The third breakthrough comes in SHRDLU's handling of the pronoun "it." When SHRDLU responds "By 'it', I assume you mean the block which is taller than the one I am holding," it's doing more than simple pronoun resolution. The system is demonstrating metacognitive awareness, the ability to reflect on its own understanding and communicate that understanding back to the user. SHRDLU doesn't just silently resolve the pronoun and act. Instead, it explains its interpretation, making its reasoning transparent. This allows the human to correct any misunderstandings before the action is executed, turning the interaction into a genuine collaboration.

The final question, "What does the box contain?" demonstrates yet another capability: the ability to query the current world state and report it in natural language. SHRDLU must identify the box (using reference resolution again), examine which objects are located inside it, and generate a grammatically correct response that enumerates those objects: "The blue pyramid and the blue block." This requires not just perception and knowledge representation but also natural language generation, the ability to produce appropriate linguistic responses to questions.

Together, these capabilities painted a compelling picture of what genuine language understanding might look like. SHRDLU wasn't simply matching patterns or following scripts. It was building representations, reasoning about those representations, and connecting language to a model of the world.

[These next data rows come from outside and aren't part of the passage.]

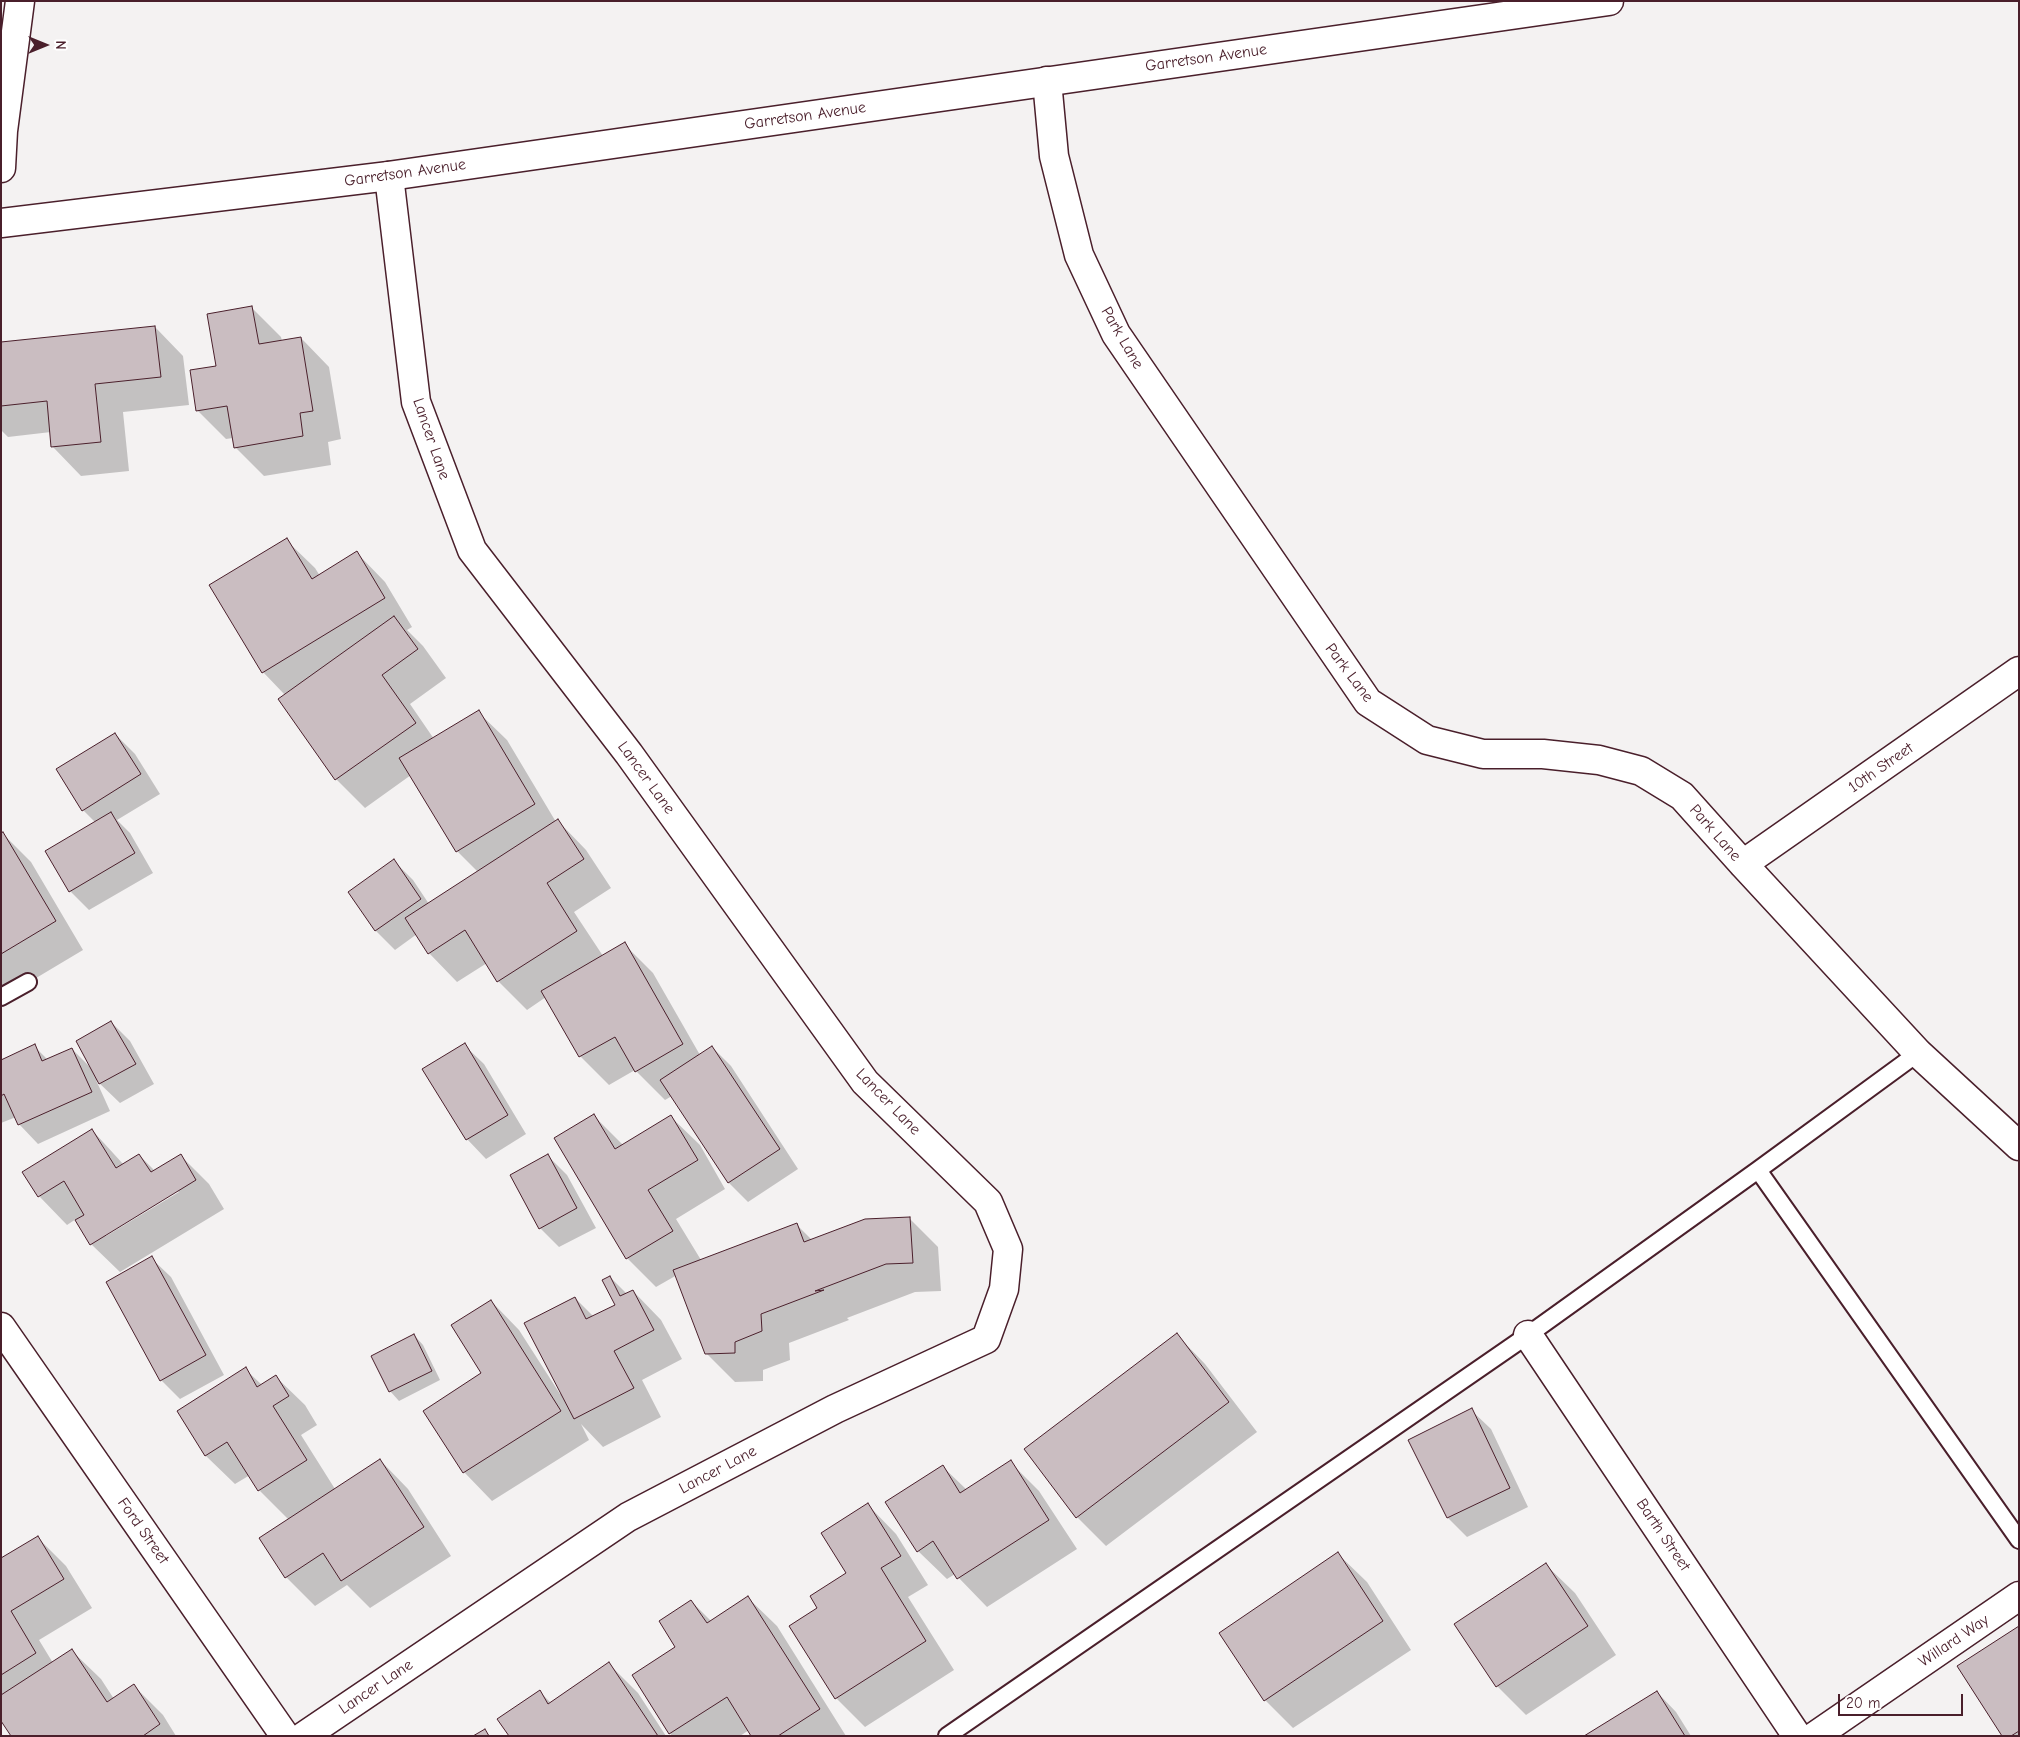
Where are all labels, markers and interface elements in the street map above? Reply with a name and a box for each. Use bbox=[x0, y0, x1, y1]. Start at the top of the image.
north arrow bbox=[20, 20, 70, 70]
text: N bbox=[52, 40, 69, 50]
street label: Garretson Avenue bbox=[1144, 40, 1268, 76]
street label: Garretson Avenue bbox=[743, 98, 867, 134]
street label: Garretson Avenue bbox=[343, 155, 467, 191]
street label: Park Lane bbox=[1096, 303, 1148, 373]
street label: Lancer Lane bbox=[408, 396, 454, 482]
street label: Park Lane bbox=[1321, 640, 1377, 706]
street label: Lancer Lane bbox=[613, 738, 679, 818]
street label: 10th Street bbox=[1845, 739, 1917, 797]
street label: Park Lane bbox=[1685, 801, 1745, 865]
street label: Lancer Lane bbox=[852, 1065, 924, 1139]
street label: Lancer Lane bbox=[676, 1442, 760, 1498]
street label: Ford Street bbox=[113, 1494, 173, 1568]
street label: Barth Street bbox=[1632, 1495, 1694, 1575]
street label: Willard Way bbox=[1915, 1610, 1993, 1672]
street label: Lancer Lane bbox=[335, 1655, 417, 1719]
scale bar bbox=[1840, 1684, 1965, 1716]
text: 20 m bbox=[1846, 1694, 1880, 1712]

The Limits of Understanding

For all its impressive capabilities, SHRDLU's limitations proved as instructive as its successes. The system's constraints revealed fundamental challenges that would shape decades of subsequent research in artificial intelligence and natural language processing.

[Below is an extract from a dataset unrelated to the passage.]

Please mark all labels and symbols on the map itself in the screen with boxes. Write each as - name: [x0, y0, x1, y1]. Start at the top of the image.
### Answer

The most severe limitation was what researchers called domain brittleness. SHRDLU's understanding was entirely dependent on its blocks world. The system couldn't generalize beyond this narrow domain. If you wanted to add a new type of object, say a sphere or a cylinder, you couldn't simply tell SHRDLU about it. Instead, you had to modify the system's core knowledge representation, update its reasoning procedures, and potentially revise its grammar rules. Extending the system to handle a different domain entirely, such as a kitchen environment or a toolbox, would require rebuilding most of it from scratch. SHRDLU's knowledge was hand-coded and domain-specific, not learned or transferable.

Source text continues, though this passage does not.